Who cares, right? What's important is people are doing good, right? Well, actually, no, that's not the most important thing. The first word in the EA is the most important thing. Effective. The problem is that the charade makes the process ineffective to the point of harmful. The charade encourages people to do things that are downright despicable while simultaneously providing a feeling of selflessness. The despicable results are five chess moves ahead and consequently for most they are hidden.
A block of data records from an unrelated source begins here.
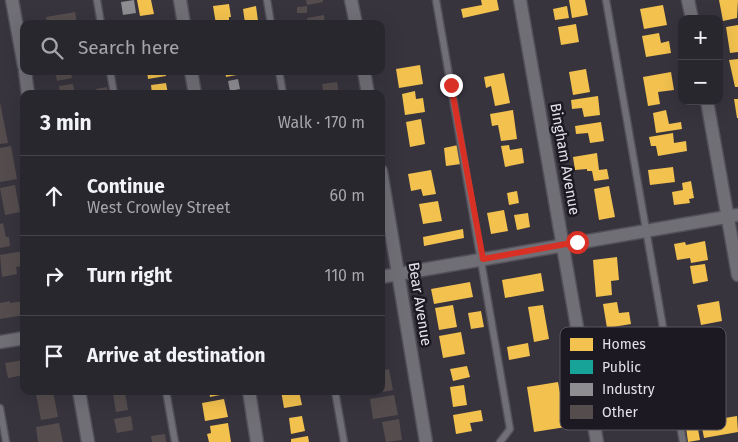 <!DOCTYPE html>
<html lang="en">
<head>
<meta charset="utf-8">
<style>
  :root { --surface:#29272e; --page:#312f36; --text:#f1f3f6; --muted:#a5a5aa; --line:#45444a }
  body { margin:0; font-family:"Fira Sans",sans-serif; background:var(--page); color:var(--text) }
  .controls { position:absolute; right:15px; top:15px; display:grid; overflow:hidden; border-radius:10px; box-shadow:0 5px 20px #0002 }
  .controls button { width:45px; height:45px; display:grid; place-items:center; padding:0; border:0; border-bottom:1px solid var(--line); background:var(--surface); color:var(--text); font:25px sans-serif }
  .stop { position:absolute; width:15px; height:15px; margin:-11px; border:4px solid #d93025; border-radius:50%; background:#fff }
  .stop.end { background:#d93025; border-color:#fff; box-shadow:0 1px 5px #0008 }
  .list { margin:0; padding:0; list-style:none }
  h2 { display:flex; justify-content:space-between; align-items:center; height:65px; margin:0; padding:0 20px; font-size:21px }
  h2 small { font-size:16px; font-weight:400; color:var(--muted) }
  .list li { display:grid; grid-template-columns:32px 1fr auto; gap:15px; align-items:center; box-sizing:border-box; height:80px; padding:0 20px; border-top:1px solid var(--line) }
  .list b { display:block; font-size:19px; white-space:nowrap }
  .list p { margin:0; font-size:16px; white-space:nowrap; color:var(--muted) }
  .list em { font-size:16px; font-style:normal; color:var(--muted) }
  .icon { flex:none; width:28px; height:28px; fill:none; stroke:currentColor; stroke-width:2; stroke-linecap:round; stroke-linejoin:round }
  .map { position:relative; flex:none; width:738px; height:442px; overflow:hidden }
  .search { position:absolute; background:var(--surface); box-shadow:0 5px 20px #0002; left:20px; top:20px; width:365px; height:55px; display:flex; align-items:center; gap:12px; box-sizing:border-box; padding:0 18px; border-radius:10px; color:var(--muted); font-size:19px }
  .panel { position:absolute; background:var(--surface); box-shadow:0 5px 20px #0002; left:20px; top:90px; width:365px; height:305px; border-radius:10px }
  .map>svg:first-child { display:block }
  .homes { fill:#f2c14e }
  .industry { fill:#8d8d92 }
  .building { fill:#554d4d }
  .lines { fill:none; stroke-linecap:round; stroke-linejoin:round }
  .service-casing { stroke:#535059; stroke-width:9 }
  .minor-casing { stroke:#535059; stroke-width:15 }
  .service { stroke:#716f76; stroke-width:6 }
  .minor { stroke:#716f76; stroke-width:12 }
  .route { stroke:#d93025; stroke-width:6 }
  .labels { text-anchor:middle; dominant-baseline:central; stroke-width:5; stroke-linejoin:round; paint-order:stroke }
  .street-label { font-size:15px; fill:#e4e1ed; stroke:#1c1922 }
  .key { fill:#1c1922; stroke:#58555f; stroke-width:1 }
  .key-label { font-size:14px; fill:#e4e1ed }
</style>
</head>
<body>
<div class="map">
<svg width="738" height="442" viewBox="0 0 738 442">
  <rect width="100%" height="100%" fill="#37343e"/>
  <path class="homes" d="M137 0H151L154 14 140 16Z
    M481 0H497L499 10 463 18 461 9 482 5Z
    M569 0H585L588 15 572 18Z
    M719 0H738L737 18 723 21Z
    M229 4 231 17H229V22L216 24 213 6Z
    M663 5 667 25 644 29 640 9Z
    M256 6 258 21 245 23 243 9Z
    M567 6 569 18 555 20 553 9Z
    M576 24 579 42 561 45 558 27Z
    M738 25V52L730 53 726 27Z
    M659 33 661 43 669 41 671 53 646 57 642 36Z
    M738 59V87H735L729 60Z
    M420 65 423 84 399 88 396 69Z
    M586 69 590 92 573 95 569 72Z
    M147 71H165L166 76 148 79Z
    M225 71H242V74L226 77Z
    M671 72 674 90 658 92 660 104 648 106 643 77Z
    M504 73 510 103 495 106 491 86 486 88 484 77Z
    M166 83 168 94H152L151 85Z
    M415 91 416 99 423 98 425 112 405 115 402 94Z
    M598 96 600 115 584 117 582 108 572 109 571 100Z
    M734 99H738V118H737Z
    M513 110 517 139 501 141 498 125 492 126 490 114Z
    M666 110 669 124 681 122 682 129 656 133 653 113Z
    M421 119 425 144 410 147 406 122Z
    M601 122 604 141 590 143 588 133 576 134 575 126Z
    M673 133 674 143 686 141 687 151 658 156 656 146H651L649 137Z
    M458 145 461 164 446 166 444 148Z
    M509 145 510 150 522 148 524 163 505 167 501 146Z
    M597 153 599 170 607 169 609 179 594 181 592 171H587V169L575 170 573 157Z
    M673 167 675 182 650 185 648 170Z
    M431 170 436 194 423 196 421 189 411 191 408 174Z
    M691 181 694 198 689 199 690 203 674 205 672 192 683 190 682 183Z
    M609 186 615 217 599 220 594 189Z
    M517 191 519 203 509 205 507 193Z
    M438 201 442 221 423 224 419 204Z
    M504 210 508 231 491 234 487 213Z
    M528 213 530 227 517 230 514 215Z
    M463 229 464 238 424 246 423 237Z
    M705 241 708 260 691 263 690 258 677 260 674 244 685 242 686 245Z
    M617 257 619 280 611 281 612 295 596 297 593 260Z
    M705 264 708 281 693 284 690 266Z
    M541 273 544 291 505 298 502 280Z
    M470 282 473 297 434 304 431 289Z
    M719 301 722 321 701 325 697 305Z
    M617 302 619 313 629 312 631 324 607 328 603 304Z
    M453 305 457 327 439 330 435 308Z
    M543 305 549 339 534 342 528 307Z
    M481 311 484 327 471 329 468 313Z
    M461 332 465 354 443 358 439 336Z
    M528 343 530 356 509 360 507 347Z
    M467 366 470 377 453 381 450 369Z
    M724 366 726 376 711 378 710 368Z
    M558 382 566 427 534 432 527 387Z
    M464 385 467 405 453 407 450 387Z
    M209 391H225V394L210 397Z
    M281 391H299L302 405 284 408Z
    M224 399 228 417 205 421 202 403Z
    M481 410 483 421 470 423 472 431 456 434 453 415Z
    M302 416 305 431 291 434 289 418Z
    M737 416 738 432 704 438 701 422Z
    M696 418 700 440 688 442 685 420Z
    M228 423 231 442H209L207 434 211 433 210 426Z
    M308 436 309 442H291V439Z"/>
  <path class="industry" d="M134 0 136 13 123 15 121 2Z
    M238 79 240 89 230 91 228 81Z"/>
  <path class="building" d="M306 0H323V2L307 5Z
    M307 6V13H297V7Z
    M75 12 77 24H47L46 17Z
    M324 15 325 24H308L307 18Z
    M55 71H71L72 78 57 81Z
    M337 82 339 94H324L322 84Z
    M73 84 75 93 82 92V94H60L59 86Z
    M107 87 108 94H97L96 89Z
    M0 102 8 143 0 144Z
    M11 146 17 179 0 182V148Z
    M15 185 20 212 5 215 0 188Z
    M3 223 6 237H9L10 246 0 248V224Z
    M24 251V266L16 267 17 274 2 277 0 255Z
    M10 301V303L24 301V315L0 319V303Z
    M24 360V375L8 378 5 363Z
    M389 369 393 390 365 395 364 391 381 392V371Z
    M53 391 58 417 41 420 36 394Z
    M125 392 128 410 116 412 113 394Z
    M394 395 398 415 373 419 370 399Z
    M131 416 133 430 117 433 114 419Z
    M399 419 402 440 386 442 382 422Z
    M59 423 63 442H38L36 427Z
    M165 434 166 442H152L151 436Z"/>
  <g class="lines">
    <g class="service-casing">
      <path id="service" d="M97 0 101 24
        M267 0 271 24
        M436 0 510 429 500 442
        M606 0 683 442
        M110 71 114 94
        M279 71 283 94
        M166 391 175 442
        M335 391 344 442
        M0 408 6 442"/>
    </g>
    <g class="minor-casing">
      <path id="minor" d="M12 0 24 66
        M180 0 184 24
        M351 0 356 24
        M520 0 597 442
        M688 0 692 19
        M25 71 28 94
        M191 71 195 94
        M364 71 368 94
        M707 101 738 275
        M381 171 426 442
        M381 277 738 215
        M0 342 24 338
        M79 391 88 442
        M249 391 257 442"/>
    </g>
    <use href="#service" class="service"/>
    <use href="#minor" class="minor"/>
  </g>
  <g class="lines">
    <path class="route" d="M451 85 483 259 577 242"/>
  </g>
  <g class="labels">
    <g class="street-label">
      <text transform="translate(565 159) rotate(80)">Bingham Avenue</text>
      <text transform="translate(420 304) rotate(81)">Bear Avenue</text>
    </g>
  </g>
  <rect x="560" y="327" width="166" height="103" rx="8" class="key"/>
  <rect x="570" y="338" width="23" height="13" fill="#f2c14e"/>
  <rect x="570" y="360" width="23" height="14" fill="#17a398"/>
  <rect x="570" y="383" width="23" height="13" fill="#8d8d92"/>
  <rect x="570" y="405" width="23" height="14" fill="#554d4d"/>
  <g class="key-label">
    <text x="602" y="349">Homes</text>
    <text x="602" y="372">Public</text>
    <text x="602" y="394">Industry</text>
    <text x="602" y="417">Other</text>
  </g>
</svg>
<div class="controls">
<button>+</button>
<button>−</button>
</div>
<div class="stop" style="left:577px;top:242px"></div>
<div class="stop end" style="left:451px;top:85px"></div>
<div class="search"><svg class="icon" aria-label="search" viewBox="0 0 24 24"><circle cx="10" cy="10" r="6"/><path d="M15 15l6 6"/></svg>Search here</div>
<section class="panel">
<h2>3 min<small>Walk · 170 m</small></h2>
<ul class="list">
<li><svg class="icon" aria-label="ahead" viewBox="0 0 24 24"><path d="M12 20V5M6 11l6-6 6 6"/></svg><div><b>Continue</b><p>West Crowley Street</p></div><em>60 m</em></li>
<li><svg class="icon" aria-label="right" viewBox="0 0 24 24"><path d="M7 20v-9h11M14 6l5 5-5 5"/></svg><div><b>Turn right</b></div><em>110 m</em></li>
<li><svg class="icon" aria-label="arrive" viewBox="0 0 24 24"><path d="M6 21V4h12l-3 4 3 4H6"/></svg><div><b>Arrive at destination</b></div></li>
</ul>
</section>
</div>
</body>
</html>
Sometimes it is easier to see this charade in others than in ourselves so I encourage you to look to the American missionaries who have worked "tirelessly" for decades in Africa. Churches send first-aid certified volunteers to serve rural outposts. These volunteers are looking for an opportunity to emulate the life of Christ. That is their motivation. The locals come to these outposts for medical care rather than going to the locally trained physician. The locally trained physician can't makes ends meet so they accept the offer from the west to emigrate, leaving the community at the mercy of the amateur outsiders who eventually leave.
There was a statistic circulating in the international-aid community a few years ago that there were more Malawian trained physicians in the city of Manchester in the UK than in all of Malawi. While this turned out to be an overstatement, it is not far from the truth.
This motivation on the part of the missionaries to be selfless (an impossible task) is THE cause of the problem. While some believe it is possible to align dissimilar motivations to create good ends, there are plenty of Africans who say that contrasting motivations have tied the continent into thorny knots. (see Dambisa Moyo)
The desire to be (seen as) an altruist infects the process and creates massive unintended consequences. The only way to be a true altruist is to be anonymous.
Scratching the surface of motivation reveals a troubling catch-22.
Selflessness is a key element for altruism. Without selflessness the person would not be an altruist. They would be doing good for some personal reason. A truly selfless person would not promote their Effective Altruism since the status earned from others knowing would be a form of repayment for the EA.
What if you were a completely anonymous EA? A useful game might be to notice when you are tempted to mention your EA status. That is when the true motivation rears it head.
I've had the good fortune to spend a few years in Africa and met a lot of supposedly selfless souls. I realized that they are just playing the game at a higher level. The deeper they stash their motivations the more disastrous the unintended consequences of their good intentions.
It's simply "work first, fun later" on a larger scale.
It is possible that you are leaving out an important piece of the equation?
Debt first, work second, fun much later if, and only if, you are able to avoid the hedonic inflation that so often infects those who pursue careers for prestige.